In Comet Ping Pong’s case, Payne found that review bombing resulted in primarily negative comments by reviewers mostly on the West Coast – thousands of miles away from the restaurant – while Pi Pizzeria experienced a much more local pattern (largely from the St. Louis area), with an even split of supporters and detractors.
Payne found that Yelp’s automated and human review filtering systems largely responded the same way to each incident, but with considerably different effects. For Comet Ping Pong, of the 283 reviews flagged and removed by Yelp, 229 were negative one-star reviews. By contrast, of the 588 Pi Pizzeria reviews that Yelp removed, most were in support of Sommers’ actions, positive reviews that averaged close to the restaurant’s four-star rating of Yelp-approved reviews.
“Local customers were censored for simply thanking Chris Sommers for standing with them as they marched against police violence,” Payne said. “They weren’t fake reviews about a conspiracy theory; they were legitimate statements by people supporting a business, in this case for the support its owner gave to the neighborhood.”
Payne also looked at Google’s approach to content moderation and found that unlike Yelp, Google rarely removes politically themed reviews. This, too, can be a double-edged sword; Comet Ping Pong still has dozens of public Google reviews referencing the false Pizzagate conspiracy.
The data does have several limitations, Payne said. First is the possibility that the self-reported location of Yelp users was inaccurate, or that some users could have moved between the time they set up their Yelp profile and when they wrote a review.
Additionally, reviews on Google Maps – a popular Yelp competitor – don’t contain user location information and can be removed by Google without leaving the public metadata traces that Yelp provides for transparency.

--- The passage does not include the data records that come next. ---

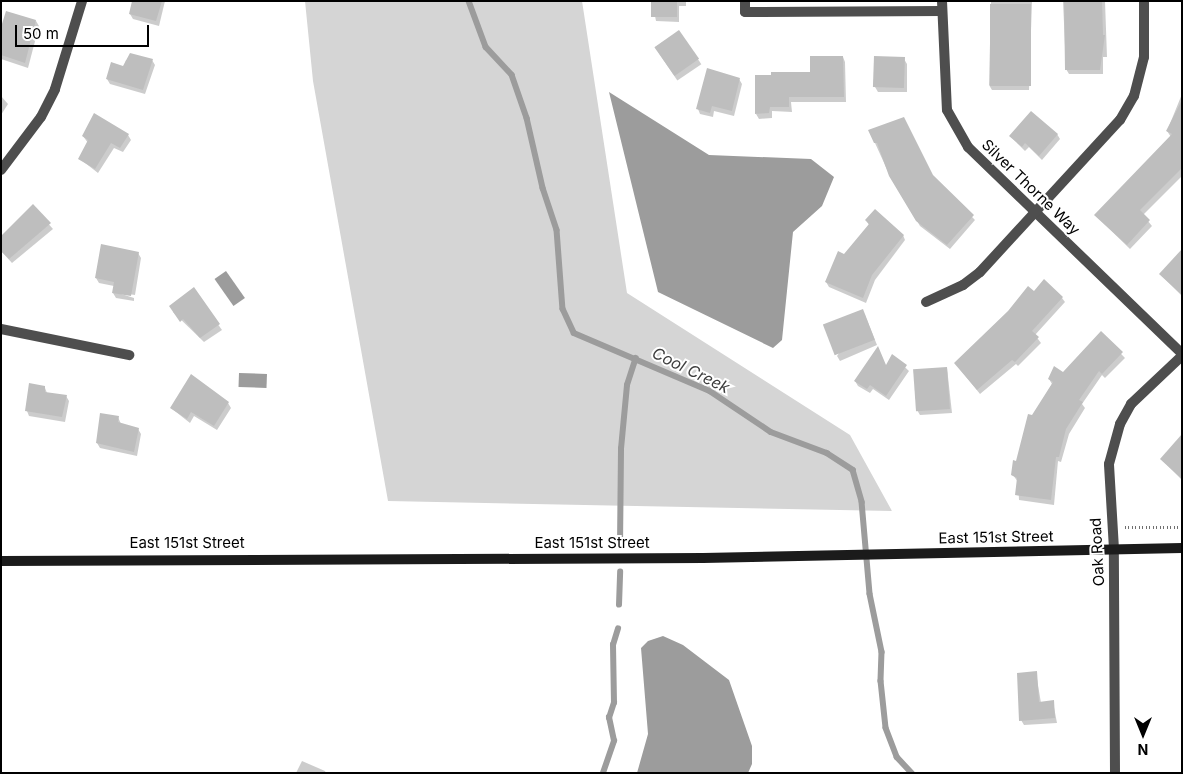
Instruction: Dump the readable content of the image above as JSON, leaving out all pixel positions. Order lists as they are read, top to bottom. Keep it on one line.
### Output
{"streets":{"street":["Silver Thorne Way","East 151st Street","Oak Road"]},"crossings":[["Silver Thorne Way","Oak Road"],["East 151st Street","Oak Road"]],"water":["Cool Creek"],"scale_bar":"50 m","north":"bottom"}
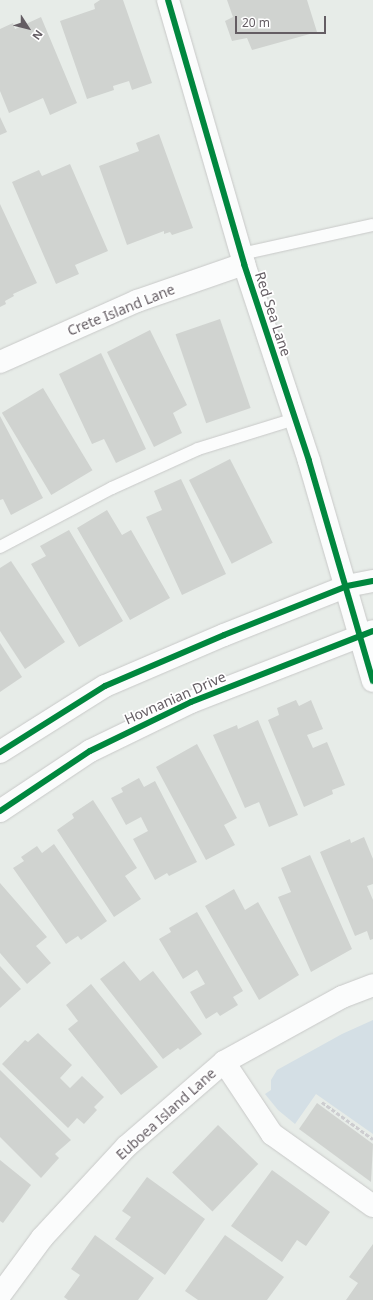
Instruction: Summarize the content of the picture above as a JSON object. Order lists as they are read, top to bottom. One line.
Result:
{"streets":{"street":["Crete Island Lane","Red Sea Lane","Hovnanian Drive","Euboea Island Lane"]},"crossings":[["Crete Island Lane","Red Sea Lane"],["Red Sea Lane","Hovnanian Drive"]],"scale_bar":"20 m","north":"bottom right"}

As review bombing continues to test review platforms’ approaches to political discourse – the most recent example surfaced this month, when Yelp halted reviews of a McDonald’s franchise in Feasterville, Penn., where former President Donald J. Trump had held a campaign event – Payne said it’s worth considering whether content moderation has gone too far.
The question is particularly relevant for Yelp, which has used corporate communications and review search filters to support Black-owned, women-owned, and LGBTQ-inclusive businesses – speech that isn’t permitted by reviewers themselves unless accompanying a customer experience review.
“Having a one-size-fits-all, review bombing or political speech policy can lead to the suppression of legitimate expressions of support for the role a small business plays in the community, as in the case of Pi Pizzeria,” Payne said. “Some might disagree that the political positions of a business owner should guide consumer behavior, but on Yelp, it’s a choice that users can’t even make for themselves.”